**What to produce:**
Lines holding the word "dasharray" are the ones to copy from the data below.

**Task input:**
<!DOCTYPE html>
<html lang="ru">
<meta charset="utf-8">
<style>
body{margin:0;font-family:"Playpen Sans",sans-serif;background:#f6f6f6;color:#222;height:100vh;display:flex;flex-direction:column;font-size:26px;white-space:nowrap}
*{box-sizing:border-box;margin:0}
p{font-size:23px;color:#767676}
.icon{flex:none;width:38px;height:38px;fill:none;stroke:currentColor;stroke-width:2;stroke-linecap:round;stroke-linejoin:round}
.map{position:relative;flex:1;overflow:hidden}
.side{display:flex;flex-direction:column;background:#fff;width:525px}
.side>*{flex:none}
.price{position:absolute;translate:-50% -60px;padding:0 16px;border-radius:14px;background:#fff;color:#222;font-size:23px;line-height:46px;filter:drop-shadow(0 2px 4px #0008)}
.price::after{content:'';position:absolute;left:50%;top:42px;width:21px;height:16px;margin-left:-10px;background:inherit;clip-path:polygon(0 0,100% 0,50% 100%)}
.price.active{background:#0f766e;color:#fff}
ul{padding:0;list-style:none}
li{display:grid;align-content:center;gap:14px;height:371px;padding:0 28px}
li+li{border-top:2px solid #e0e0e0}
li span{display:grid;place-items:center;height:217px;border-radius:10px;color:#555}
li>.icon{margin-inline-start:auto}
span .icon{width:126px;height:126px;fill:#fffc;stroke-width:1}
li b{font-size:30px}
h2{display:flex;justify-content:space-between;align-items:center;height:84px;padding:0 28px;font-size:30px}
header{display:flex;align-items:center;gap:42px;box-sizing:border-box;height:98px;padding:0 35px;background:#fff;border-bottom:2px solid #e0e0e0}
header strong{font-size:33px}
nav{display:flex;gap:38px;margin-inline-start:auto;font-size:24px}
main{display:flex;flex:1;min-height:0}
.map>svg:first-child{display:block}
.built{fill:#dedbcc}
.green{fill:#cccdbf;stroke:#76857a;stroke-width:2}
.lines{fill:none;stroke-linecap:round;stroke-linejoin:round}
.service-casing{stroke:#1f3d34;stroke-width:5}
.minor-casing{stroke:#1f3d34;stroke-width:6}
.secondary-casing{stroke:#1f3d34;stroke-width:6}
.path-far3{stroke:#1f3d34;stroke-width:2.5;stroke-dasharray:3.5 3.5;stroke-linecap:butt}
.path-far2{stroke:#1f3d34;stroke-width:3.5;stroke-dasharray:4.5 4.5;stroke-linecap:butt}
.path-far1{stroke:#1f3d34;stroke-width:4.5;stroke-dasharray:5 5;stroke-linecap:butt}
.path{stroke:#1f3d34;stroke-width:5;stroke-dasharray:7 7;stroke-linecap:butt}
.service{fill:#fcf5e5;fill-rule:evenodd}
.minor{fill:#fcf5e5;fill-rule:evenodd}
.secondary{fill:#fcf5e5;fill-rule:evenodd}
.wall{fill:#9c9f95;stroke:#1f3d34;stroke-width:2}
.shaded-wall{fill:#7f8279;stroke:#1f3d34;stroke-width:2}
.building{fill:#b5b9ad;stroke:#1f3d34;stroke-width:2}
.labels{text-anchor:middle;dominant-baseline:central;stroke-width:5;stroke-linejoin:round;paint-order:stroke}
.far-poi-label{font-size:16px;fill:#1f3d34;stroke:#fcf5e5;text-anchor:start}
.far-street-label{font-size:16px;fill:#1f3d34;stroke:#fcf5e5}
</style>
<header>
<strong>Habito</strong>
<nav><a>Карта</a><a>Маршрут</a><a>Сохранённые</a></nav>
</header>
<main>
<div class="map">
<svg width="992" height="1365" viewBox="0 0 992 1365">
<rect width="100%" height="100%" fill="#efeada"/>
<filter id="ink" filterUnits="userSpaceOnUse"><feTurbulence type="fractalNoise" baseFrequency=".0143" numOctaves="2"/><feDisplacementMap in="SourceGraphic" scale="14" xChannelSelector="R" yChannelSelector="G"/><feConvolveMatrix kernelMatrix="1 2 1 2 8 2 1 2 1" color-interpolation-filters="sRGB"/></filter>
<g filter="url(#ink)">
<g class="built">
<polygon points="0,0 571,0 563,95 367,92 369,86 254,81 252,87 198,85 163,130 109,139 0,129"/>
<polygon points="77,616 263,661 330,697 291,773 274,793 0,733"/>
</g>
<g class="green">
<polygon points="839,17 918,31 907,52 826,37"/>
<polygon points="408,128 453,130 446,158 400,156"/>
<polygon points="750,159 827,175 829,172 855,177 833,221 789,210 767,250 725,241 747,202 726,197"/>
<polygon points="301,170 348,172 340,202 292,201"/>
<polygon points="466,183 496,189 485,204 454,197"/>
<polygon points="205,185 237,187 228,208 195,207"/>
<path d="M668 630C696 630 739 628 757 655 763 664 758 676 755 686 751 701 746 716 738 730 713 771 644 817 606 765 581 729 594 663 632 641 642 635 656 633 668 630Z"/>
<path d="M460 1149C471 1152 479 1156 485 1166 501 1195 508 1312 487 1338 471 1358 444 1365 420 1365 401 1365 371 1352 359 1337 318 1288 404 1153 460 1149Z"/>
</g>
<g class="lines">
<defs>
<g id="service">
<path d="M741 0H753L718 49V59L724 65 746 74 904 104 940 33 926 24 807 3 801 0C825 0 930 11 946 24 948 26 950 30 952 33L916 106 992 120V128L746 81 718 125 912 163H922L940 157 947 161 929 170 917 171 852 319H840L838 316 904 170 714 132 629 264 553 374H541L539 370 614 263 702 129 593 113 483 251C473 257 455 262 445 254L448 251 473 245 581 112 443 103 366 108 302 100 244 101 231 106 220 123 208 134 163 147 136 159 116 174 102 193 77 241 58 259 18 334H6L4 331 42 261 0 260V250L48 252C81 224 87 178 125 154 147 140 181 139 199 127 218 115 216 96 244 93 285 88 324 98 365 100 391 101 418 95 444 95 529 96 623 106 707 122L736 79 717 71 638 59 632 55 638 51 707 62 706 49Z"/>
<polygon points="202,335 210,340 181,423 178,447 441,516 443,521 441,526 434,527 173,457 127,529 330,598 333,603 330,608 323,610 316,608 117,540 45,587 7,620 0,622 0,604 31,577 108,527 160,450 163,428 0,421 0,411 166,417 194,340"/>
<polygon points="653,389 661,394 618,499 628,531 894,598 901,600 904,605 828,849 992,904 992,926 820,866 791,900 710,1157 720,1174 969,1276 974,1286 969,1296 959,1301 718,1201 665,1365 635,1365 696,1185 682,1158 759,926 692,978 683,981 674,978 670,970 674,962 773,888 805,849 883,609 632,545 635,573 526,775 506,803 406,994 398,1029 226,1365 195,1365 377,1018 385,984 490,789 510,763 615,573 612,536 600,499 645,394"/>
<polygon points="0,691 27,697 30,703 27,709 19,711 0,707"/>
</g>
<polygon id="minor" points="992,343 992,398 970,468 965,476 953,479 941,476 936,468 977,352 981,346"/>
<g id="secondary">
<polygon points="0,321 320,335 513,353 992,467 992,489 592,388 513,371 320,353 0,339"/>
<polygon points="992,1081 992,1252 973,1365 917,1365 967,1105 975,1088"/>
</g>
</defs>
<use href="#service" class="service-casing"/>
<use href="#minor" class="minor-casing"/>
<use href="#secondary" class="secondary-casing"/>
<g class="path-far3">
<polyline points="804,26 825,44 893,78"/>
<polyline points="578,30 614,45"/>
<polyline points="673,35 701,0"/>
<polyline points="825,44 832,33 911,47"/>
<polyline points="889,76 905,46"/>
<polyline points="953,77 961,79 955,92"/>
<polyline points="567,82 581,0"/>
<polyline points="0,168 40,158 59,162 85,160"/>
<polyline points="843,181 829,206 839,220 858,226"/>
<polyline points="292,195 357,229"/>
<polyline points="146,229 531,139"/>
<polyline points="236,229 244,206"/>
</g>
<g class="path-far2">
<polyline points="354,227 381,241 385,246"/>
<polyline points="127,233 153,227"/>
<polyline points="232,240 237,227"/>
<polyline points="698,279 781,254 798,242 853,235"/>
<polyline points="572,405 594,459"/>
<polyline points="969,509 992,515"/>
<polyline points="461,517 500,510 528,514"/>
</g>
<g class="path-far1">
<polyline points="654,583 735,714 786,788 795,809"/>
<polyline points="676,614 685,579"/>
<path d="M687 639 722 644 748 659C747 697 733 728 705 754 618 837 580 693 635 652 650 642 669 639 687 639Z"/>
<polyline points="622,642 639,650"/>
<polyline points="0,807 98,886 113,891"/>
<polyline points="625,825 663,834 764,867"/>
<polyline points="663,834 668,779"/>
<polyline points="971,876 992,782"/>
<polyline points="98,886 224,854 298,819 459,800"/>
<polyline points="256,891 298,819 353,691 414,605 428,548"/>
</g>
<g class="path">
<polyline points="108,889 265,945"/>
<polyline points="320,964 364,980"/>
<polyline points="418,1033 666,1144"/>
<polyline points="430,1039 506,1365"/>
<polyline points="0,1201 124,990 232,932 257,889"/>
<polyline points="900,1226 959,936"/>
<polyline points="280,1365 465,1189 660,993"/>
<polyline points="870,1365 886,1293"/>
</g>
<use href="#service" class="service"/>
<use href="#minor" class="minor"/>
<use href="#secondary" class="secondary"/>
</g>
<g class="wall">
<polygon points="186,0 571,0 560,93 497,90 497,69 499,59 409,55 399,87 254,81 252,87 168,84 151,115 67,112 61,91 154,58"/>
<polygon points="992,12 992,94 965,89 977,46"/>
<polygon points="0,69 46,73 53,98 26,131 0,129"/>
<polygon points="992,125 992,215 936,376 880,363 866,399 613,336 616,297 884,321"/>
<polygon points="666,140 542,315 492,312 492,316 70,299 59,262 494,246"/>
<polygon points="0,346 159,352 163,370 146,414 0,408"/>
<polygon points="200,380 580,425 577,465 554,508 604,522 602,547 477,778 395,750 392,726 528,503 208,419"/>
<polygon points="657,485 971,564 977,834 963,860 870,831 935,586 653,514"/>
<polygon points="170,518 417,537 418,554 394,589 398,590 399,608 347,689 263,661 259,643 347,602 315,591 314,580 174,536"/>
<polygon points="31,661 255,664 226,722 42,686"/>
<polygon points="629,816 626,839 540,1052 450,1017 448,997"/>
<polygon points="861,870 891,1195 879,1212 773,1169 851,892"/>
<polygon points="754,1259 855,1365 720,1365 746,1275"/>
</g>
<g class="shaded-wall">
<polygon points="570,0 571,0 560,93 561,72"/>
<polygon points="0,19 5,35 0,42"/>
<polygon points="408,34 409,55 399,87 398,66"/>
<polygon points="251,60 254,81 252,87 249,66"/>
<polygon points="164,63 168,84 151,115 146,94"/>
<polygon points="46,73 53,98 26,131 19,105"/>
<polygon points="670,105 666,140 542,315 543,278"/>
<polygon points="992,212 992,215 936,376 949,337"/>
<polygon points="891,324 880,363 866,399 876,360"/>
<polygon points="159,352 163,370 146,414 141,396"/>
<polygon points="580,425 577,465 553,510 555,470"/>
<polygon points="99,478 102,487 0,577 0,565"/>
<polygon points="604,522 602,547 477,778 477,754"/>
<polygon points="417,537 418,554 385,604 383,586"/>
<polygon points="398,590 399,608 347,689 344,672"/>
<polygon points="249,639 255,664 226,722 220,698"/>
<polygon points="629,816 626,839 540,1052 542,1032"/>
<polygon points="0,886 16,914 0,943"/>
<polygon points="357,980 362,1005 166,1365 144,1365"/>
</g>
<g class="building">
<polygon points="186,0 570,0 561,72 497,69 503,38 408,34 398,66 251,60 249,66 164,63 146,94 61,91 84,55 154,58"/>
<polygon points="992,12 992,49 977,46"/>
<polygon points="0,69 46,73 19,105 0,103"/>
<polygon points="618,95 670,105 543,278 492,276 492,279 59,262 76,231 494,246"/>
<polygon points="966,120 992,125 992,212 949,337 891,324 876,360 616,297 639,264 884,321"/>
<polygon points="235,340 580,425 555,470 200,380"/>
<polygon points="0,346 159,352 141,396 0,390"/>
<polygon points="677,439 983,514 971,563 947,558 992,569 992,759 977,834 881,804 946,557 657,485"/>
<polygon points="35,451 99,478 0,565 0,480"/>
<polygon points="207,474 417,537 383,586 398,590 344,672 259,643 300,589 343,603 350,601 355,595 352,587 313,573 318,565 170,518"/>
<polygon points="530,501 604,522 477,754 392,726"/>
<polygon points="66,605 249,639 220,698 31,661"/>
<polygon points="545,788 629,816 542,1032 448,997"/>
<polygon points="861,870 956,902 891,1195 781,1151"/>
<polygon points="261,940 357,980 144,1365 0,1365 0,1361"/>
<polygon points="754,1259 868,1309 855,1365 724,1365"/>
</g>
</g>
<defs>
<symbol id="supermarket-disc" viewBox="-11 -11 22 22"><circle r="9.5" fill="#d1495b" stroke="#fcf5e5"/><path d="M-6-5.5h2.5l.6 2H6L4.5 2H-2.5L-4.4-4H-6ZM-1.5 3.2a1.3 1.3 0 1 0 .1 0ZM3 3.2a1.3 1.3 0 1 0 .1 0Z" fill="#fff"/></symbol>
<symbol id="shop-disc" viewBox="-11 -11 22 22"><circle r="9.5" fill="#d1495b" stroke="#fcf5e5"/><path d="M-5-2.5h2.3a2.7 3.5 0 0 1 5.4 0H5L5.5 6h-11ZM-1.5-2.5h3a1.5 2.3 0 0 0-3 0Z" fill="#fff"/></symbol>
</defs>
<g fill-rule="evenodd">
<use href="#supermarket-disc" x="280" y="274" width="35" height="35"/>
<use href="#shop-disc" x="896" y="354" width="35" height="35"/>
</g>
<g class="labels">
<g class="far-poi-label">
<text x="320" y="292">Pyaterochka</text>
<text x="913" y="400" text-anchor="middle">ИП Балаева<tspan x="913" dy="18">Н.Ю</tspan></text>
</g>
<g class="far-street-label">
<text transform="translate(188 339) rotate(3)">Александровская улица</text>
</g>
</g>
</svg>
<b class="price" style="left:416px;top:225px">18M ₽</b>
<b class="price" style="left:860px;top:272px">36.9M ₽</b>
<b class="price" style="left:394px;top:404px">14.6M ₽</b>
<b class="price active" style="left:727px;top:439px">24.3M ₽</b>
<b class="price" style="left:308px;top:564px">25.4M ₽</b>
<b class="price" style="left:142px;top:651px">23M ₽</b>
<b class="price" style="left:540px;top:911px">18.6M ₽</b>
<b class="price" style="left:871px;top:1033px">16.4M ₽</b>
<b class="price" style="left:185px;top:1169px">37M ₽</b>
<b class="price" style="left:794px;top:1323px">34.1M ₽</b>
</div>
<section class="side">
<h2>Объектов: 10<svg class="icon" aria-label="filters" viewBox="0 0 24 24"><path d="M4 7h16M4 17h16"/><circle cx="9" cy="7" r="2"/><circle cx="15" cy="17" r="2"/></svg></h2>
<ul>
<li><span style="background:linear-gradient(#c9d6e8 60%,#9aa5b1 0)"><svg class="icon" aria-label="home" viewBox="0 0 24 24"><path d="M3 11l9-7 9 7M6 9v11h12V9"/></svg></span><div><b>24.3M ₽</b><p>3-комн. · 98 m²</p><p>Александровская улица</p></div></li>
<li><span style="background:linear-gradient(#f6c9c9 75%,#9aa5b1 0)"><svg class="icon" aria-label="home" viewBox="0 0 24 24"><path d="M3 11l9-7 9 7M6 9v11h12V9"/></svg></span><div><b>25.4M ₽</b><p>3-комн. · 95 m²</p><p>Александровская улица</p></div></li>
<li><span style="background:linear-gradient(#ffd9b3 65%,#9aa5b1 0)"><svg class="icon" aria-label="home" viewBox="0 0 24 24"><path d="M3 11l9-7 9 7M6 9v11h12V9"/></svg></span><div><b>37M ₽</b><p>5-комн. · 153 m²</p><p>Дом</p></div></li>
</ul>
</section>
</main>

**Worked solution:**
.path-far3{stroke:#1f3d34;stroke-width:2.5;stroke-dasharray:3.5 3.5;stroke-linecap:butt}
.path-far2{stroke:#1f3d34;stroke-width:3.5;stroke-dasharray:4.5 4.5;stroke-linecap:butt}
.path-far1{stroke:#1f3d34;stroke-width:4.5;stroke-dasharray:5 5;stroke-linecap:butt}
.path{stroke:#1f3d34;stroke-width:5;stroke-dasharray:7 7;stroke-linecap:butt}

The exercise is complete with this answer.